Search code examples
postgresqlrelational-database

Index creation speed improvement


I have the following table in Postgres 14.7

create table product
(
    id          uuid,
    description varchar,
    created_at  timestamptz,
    primary key (id)
);

create index idx__product__created_at on product(created_at);

This table has hundreds of millions of records, and many more columns that were ommited for simplification. Now I want to make the following changes:

alter table product
    add column published_to_kafka timestamptz default null;

create index idx__product_published_to_kafka on product (created_at asc) where published_to_kafka is null;

I cannot afford performance issues on the database, not even for a short period of time, and I am worried that the index creation will make the database slow.

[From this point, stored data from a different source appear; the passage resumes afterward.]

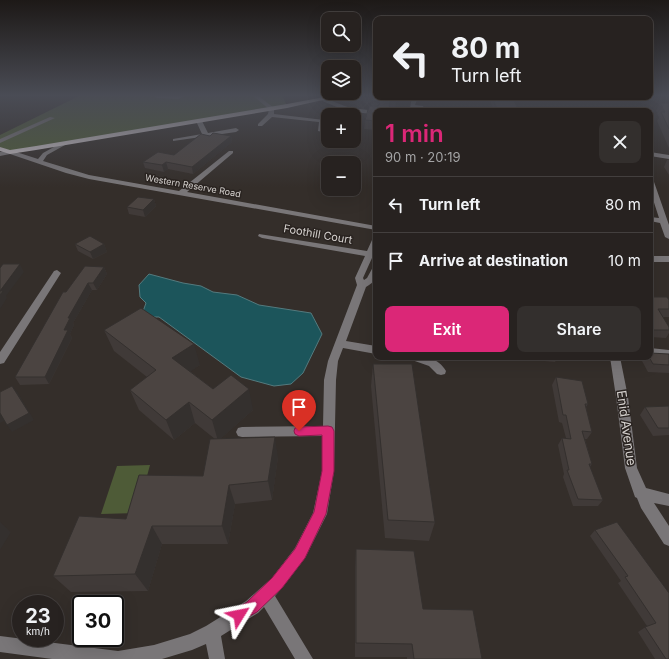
<!DOCTYPE html>
<meta charset="utf-8">
<style>
body{margin:0;font-family:Inter,sans-serif;background:#332f2d;color:#f1f3f6;height:100vh;display:flex;flex-direction:column;font-size:15px;white-space:nowrap}
*{box-sizing:border-box;margin:0}
p{font-size:13px;color:#a4a4a5}
.icon{flex:none;width:22px;height:22px;fill:none;stroke:currentColor;stroke-width:2;stroke-linecap:round;stroke-linejoin:round}
.map{position:relative;flex:1;overflow:hidden}
.details{position:absolute;left:373px;top:108px;width:280px;height:252px;display:flex;flex-direction:column;background:#272220;border-radius:8px;box-shadow:0 4px 16px #0002,0 0 0 1px #433f3e}
.details>*{flex:none}
.top-card{position:absolute;left:373px;top:16px;width:280px;height:84px;border-radius:8px;box-shadow:0 4px 16px #0002,0 0 0 1px #433f3e;background:#272220;color:#f1f3f6;overflow:hidden}
.fabs{position:absolute;left:321px;top:12px;display:grid;gap:8px}
.fabs a{display:grid;place-items:center;width:40px;height:40px;border-radius:8px;background:#272220;box-shadow:0 4px 16px #0002,0 0 0 1px #433f3e;font-size:20px}
.speed{position:absolute;left:12px;top:595px;display:flex;gap:8px;font-size:20px;font-weight:700;text-align:center}
.speed>*{display:grid;place-content:center;width:52px;height:52px;border-radius:50%;background:#272220;box-shadow:0 4px 16px #0002,0 0 0 1px #433f3e;line-height:1}
.speed small{font-size:10px;font-weight:400}
.speed .limit{border:2px solid #111;border-radius:6px;background:#fff;color:#111}
.pin{position:absolute;display:grid;place-items:center;width:34px;height:34px;color:#fff;margin:-41px -17px;border-radius:50% 50% 50% 0;rotate:-45deg;box-shadow:0 0 4px #0007}
.pin .icon{rotate:45deg}
.me{position:absolute;width:44px;margin:-22px;rotate:55deg;stroke-linejoin:round;filter:drop-shadow(0 0 3px #0008)}
.turn{display:flex;align-items:center;gap:14px;height:84px;padding:0 12px;font-size:18px}
.turn .icon{width:52px;height:52px;stroke-width:2.5}
.turn b{display:block;font-size:28px;line-height:34px}
.round{display:grid;place-items:center;flex:none;width:42px;height:42px;border-radius:8px;background:#332f2d}
.summary{display:flex;align-items:center;justify-content:space-between;height:68px;padding:0 12px}
h1{font-size:24px;font-weight:600;line-height:30px;color:#db2777}
.button{display:flex;gap:8px;margin-top:auto;padding:8px 12px}
.button a{flex:1;height:46px;border-radius:8px;background:#db2777;color:#fff;font-size:16px;font-weight:600;line-height:46px;text-align:center}
.button a+a{background:#332f2d;color:#f1f3f6}
ul{padding:0;list-style:none}
li{display:flex;align-items:center;gap:12px;height:56px;padding:0 12px;border-top:1px solid #433f3e}
li div{flex:1}
li b{display:block;font-size:15px}
li em{font-style:normal}
.map>svg:first-child{display:block}
.green{fill:#4e5b37}
.water{fill:#1c555b;stroke:#547a7e}
.lines{fill:none;stroke-linecap:round;stroke-linejoin:round}
.minor{fill:#797678;fill-rule:evenodd}
.major{fill:#c3bcc0;fill-rule:evenodd}
.wall{fill:#403a38}
.shaded-wall{fill:#34302e}
.building{fill:#4b4441;stroke:#34302e}
.route{fill:#db2777;stroke:#8e194d}
.labels{text-anchor:middle;stroke-width:3;stroke-linejoin:round;paint-order:stroke}
.far-street-label{font-size:9px;fill:#d5d1ce;stroke:#2a2421}
.street-label{font-size:11px;fill:#d5d1ce;stroke:#2a2421}
.near-street-label{font-size:13px;fill:#d5d1ce;stroke:#2a2421}
</style>
<div class="map">
<svg width="669" height="659" viewBox="0 0 669 659">
<rect width="100%" height="100%" fill="#342e2a"/>
<path class="green" d="M81,95H304V96L282,95L287,106L10,152L0,149V135Z
M150,465L137,513L101,514L117,466Z"/>
<path class="water" d="M149,274L183,283L201,286L213,292L237,295L259,305L311,313L322,334L303,373L291,384L274,386L241,377L159,317H141L146,303L140,297L139,285Z"/>
<g class="lines">
<path class="minor" d="M155,95H185L179,99L157,98L155,97Z
M252,95H257L274,108V114L324,120L323,129H328V133L318,131L319,122L272,117L262,126H258V124L268,114L269,109Z
M412,97H418L415,105L423,106L425,111L410,108Z
M320,98H324L350,108L378,111H376V114L349,112L320,100Z
M50,117L55,118L0,143V139Z
M199,119L202,121L208,133L236,128L239,130L236,132L173,141V139L202,134L196,121Z
M63,142L66,144L65,145L47,155L43,161L89,175L179,191L229,151H233V153L187,192L376,226V230L89,179L66,173L10,154L0,156V152L10,150L38,159L43,153Z
M650,152L669,155V159L650,156Z
M650,177L653,179L669,225V239L665,237L660,223L650,221V217L659,218L650,190Z
M259,234L367,251L372,240L376,238V249L363,278L364,280L367,278L373,267L376,266C376,279 377,280 366,287L346,341L376,346V354L343,348L338,361L336,380L334,471L327,514L305,558L282,588L275,596L313,659H295L264,607L258,613L221,636L225,659H209L206,644L192,650L162,659H52L0,652V636L118,651L154,645L190,634L206,626L246,601L272,578L295,548L313,513L322,471L323,436L242,437L238,436L236,432L238,428L242,427L323,426L324,380L328,361L357,285L355,278L365,256L262,238L258,236Z
M650,256H669V262H650Z
M57,270L61,273L4,363L0,364V352L54,271Z
M650,348L669,350V358L650,356Z
M411,357C425,357 438,357 446,371L445,374L441,375L437,374L429,366L412,360Z
M610,357H620L628,397L637,468L646,488L669,494V506L654,503L669,526V546L664,544L641,508L637,498L635,497L625,468L616,397Z"/>
<path class="major" d="M335,95H345L287,108L36,150L10,154L0,151V147L10,150L36,146L287,104Z"/>
</g>
<path class="wall" d="M489,97H512L519,111H494Z
M397,99L395,110L389,109L376,111V139H375V130L364,129L365,120L371,106V100Z
M660,103H669V148L657,121L659,118L656,111Z
M231,136L232,142L193,174L168,169L164,172L145,168L143,162L174,155Z
M667,160H669V175L664,167Z
M154,199L156,206L145,217L129,214L127,207Z
M75,244H104L107,252L93,259L78,251Z
M104,267L107,274L97,290H92L73,323L74,325L70,334L72,338L49,384L20,385L15,377L66,292Z
M650,271L653,275L650,280Z
M650,297L669,300V317H663L669,327V333L666,338L650,337Z
M104,330L200,365L190,371L213,389L253,410L220,439L278,457L272,500L235,504L228,544H162L148,591L71,592L53,576L126,519L203,476L215,439L195,423L174,440L139,410L130,390L147,377L114,351Z
M669,354V373L648,372L642,361L645,357H650Z
M543,357H593L591,360L558,357L555,362L544,361Z
M373,364L435,522L429,541L385,538L371,386Z
M556,377L588,404L586,407L592,432L587,439H585L592,464L590,467L603,500L598,506H573L563,477L564,474L558,445L562,438H566L562,423L559,422L552,385Z
M669,406V435L653,436L640,415L645,407Z
M595,530L669,593V659H655L638,632L647,626L618,583L621,581L590,536Z
M356,549L423,609L482,659H407V657H355V566Z"/>
<path class="shaded-wall" d="M396,97H397V99L395,110Z
M231,136L232,142L193,174L192,167Z
M166,162L168,169L164,172L162,165Z
M154,199L156,206L145,217L143,210Z
M104,244L107,252L93,259L90,252Z
M20,264L24,272L6,296L7,298L0,309V291Z
M104,267L107,274L97,290L93,283Z
M88,283L92,290L73,323L74,325L70,334L72,338L49,384L45,377L64,330L68,318Z
M194,344L200,365L180,379L172,358Z
M12,386L18,393L34,420L12,432L7,425Z
M249,389L253,410L218,441L212,420Z
M189,402L195,423L174,440L166,420Z
M0,413L6,420L0,423Z
M275,437L278,457L272,500L268,481Z
M229,485L235,504L228,544L222,526Z
M0,522L11,532L0,550Z
M152,526L162,544L148,591L135,574Z"/>
<path class="building" d="M373,95H376V97H396L395,101H390L389,111H376V121L365,120L369,106H378L380,103L371,100Z
M492,97H512L519,111H498Z
M660,103H669V129L661,112H665Z
M213,133L231,136L192,167L166,162L162,165L143,162L158,152L174,155L201,134L210,136Z
M138,197L154,199L143,210L127,207Z
M90,236L104,244L90,252L75,244Z
M3,264H20L0,291H3L0,295V268Z
M85,266L104,267L93,283H88L68,318H70L64,330H68L45,377H15L63,292H66Z
M650,271L653,275H650Z
M650,297H667L669,300V309H658L669,327V330H650Z
M141,308L194,344L172,358L213,389L231,375L249,389L212,420L189,402L166,420L130,390L156,370L104,330Z
M650,353L669,354V365L653,364L649,357H650Z
M373,364H412L435,522L388,520Z
M556,377L582,381L588,404H585L592,432L582,431L592,464H589L603,500L578,499L567,470H569L562,438L571,439L566,415H563Z
M12,386L29,413L7,425L0,413V392Z
M669,406V428H658L645,407Z
M275,437L268,481L229,485L222,526H152L135,574L53,576L79,516L126,519L139,475L203,476L210,439Z
M617,522L669,593V659H666L645,627L656,623L625,577L628,576L595,530Z
M356,549L414,551L423,609L473,610L482,659H414L412,644L356,643Z"/>
<linearGradient id="sky" x2="0" y2="1"><stop stop-color="#1d1917"/><stop offset="0.51" stop-color="#4a4c55"/><stop offset="1" stop-color="#4a4c55" stop-opacity="0"/></linearGradient>
<rect width="669" height="187" fill="url(#sky)"/>
<path class="route" d="M328,426L332,427L334,431V471L326,514L305,558L282,588L257,612L239,622L234,620L232,615L234,610L247,602L272,578L295,549L314,512L322,471V435L299,436L295,434L294,431L295,428L299,427Z"/>
<g class="labels">
<g class="far-street-label">
<text transform="translate(193 186) rotate(10)" y="3">Western Reserve Road</text>
</g>
<g class="street-label">
<text transform="translate(318 234) rotate(10)" y="4">Foothill Court</text>
</g>
<g class="near-street-label">
<text transform="translate(627 428) rotate(82)" y="5">Enid Avenue</text>
</g>
</g>
</svg>
<div class="fabs">
<a><svg class="icon" aria-label="search" viewBox="0 0 24 24"><circle cx="10" cy="10" r="6"/><path d="M15 15l6 6"/></svg></a>
<a><svg class="icon" aria-label="layers" viewBox="0 0 24 24"><path d="M12 4l9 5-9 5-9-5zM3 14l9 5 9-5"/></svg></a>
<a>+</a>
<a>−</a>
</div>
<div class="speed"><div>23<small>km/h</small></div><div class="limit">30</div></div>
<div class="pin" style="left:299px;top:431px;background:#d93025"><svg class="icon" aria-label="arrive" viewBox="0 0 24 24"><path d="M6 21V4h12l-3 4 3 4H6"/></svg></div>
<svg class="me" style="left:239px;top:615px" viewBox="-20 -20 40 40"><path d="M0-17L14 15 0 8-14 15z" fill="#db2777" stroke="#fff" stroke-width="4"/></svg>
<div class="top-card">
<div class="turn"><svg class="icon" aria-label="left" viewBox="0 0 24 24"><path d="M17 20v-9H6M10 6l-5 5 5 5"/></svg><div><b>80 m</b>Turn left</div></div>
</div>
<section class="details">
<div class="summary"><div><h1>1 min</h1><p>90 m · 20:19</p></div><a class="round"><svg class="icon" aria-label="close" viewBox="0 0 24 24"><path d="M6 6l12 12M18 6L6 18"/></svg></a></div>
<ul>
<li><svg class="icon" aria-label="left" viewBox="0 0 24 24"><path d="M17 20v-9H6M10 6l-5 5 5 5"/></svg><div><b>Turn left</b></div><em>80 m</em></li>
<li><svg class="icon" aria-label="arrive" viewBox="0 0 24 24"><path d="M6 21V4h12l-3 4 3 4H6"/></svg><div><b>Arrive at destination</b></div><em>10 m</em></li>
</ul>
<div class="button"><a>Exit</a><a>Share</a></div>
</section>
</div>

If most of the records on the database had the column published_to_kafka not null when the command for the index creation was executed, would that make the performance of the index creation faster?


Solution

  • I cannot afford performance issues on the database, not even for a short period of time, and I am worried that the index creation will make the database slow.

    I think you need to be clear about the difference between a "slow database" and a "locked table" -- a regular CREATE INDEX will lock the table until the index is built, temporarily preventing users from getting some data. While this can be experienced by users as a slow web page loading, it is really a short outage because data is inaccessible. If you are looking to prevent this kind of service disruption, you'll have to use CREATE INDEX CONCURRENTLY, which works around the locking behavior.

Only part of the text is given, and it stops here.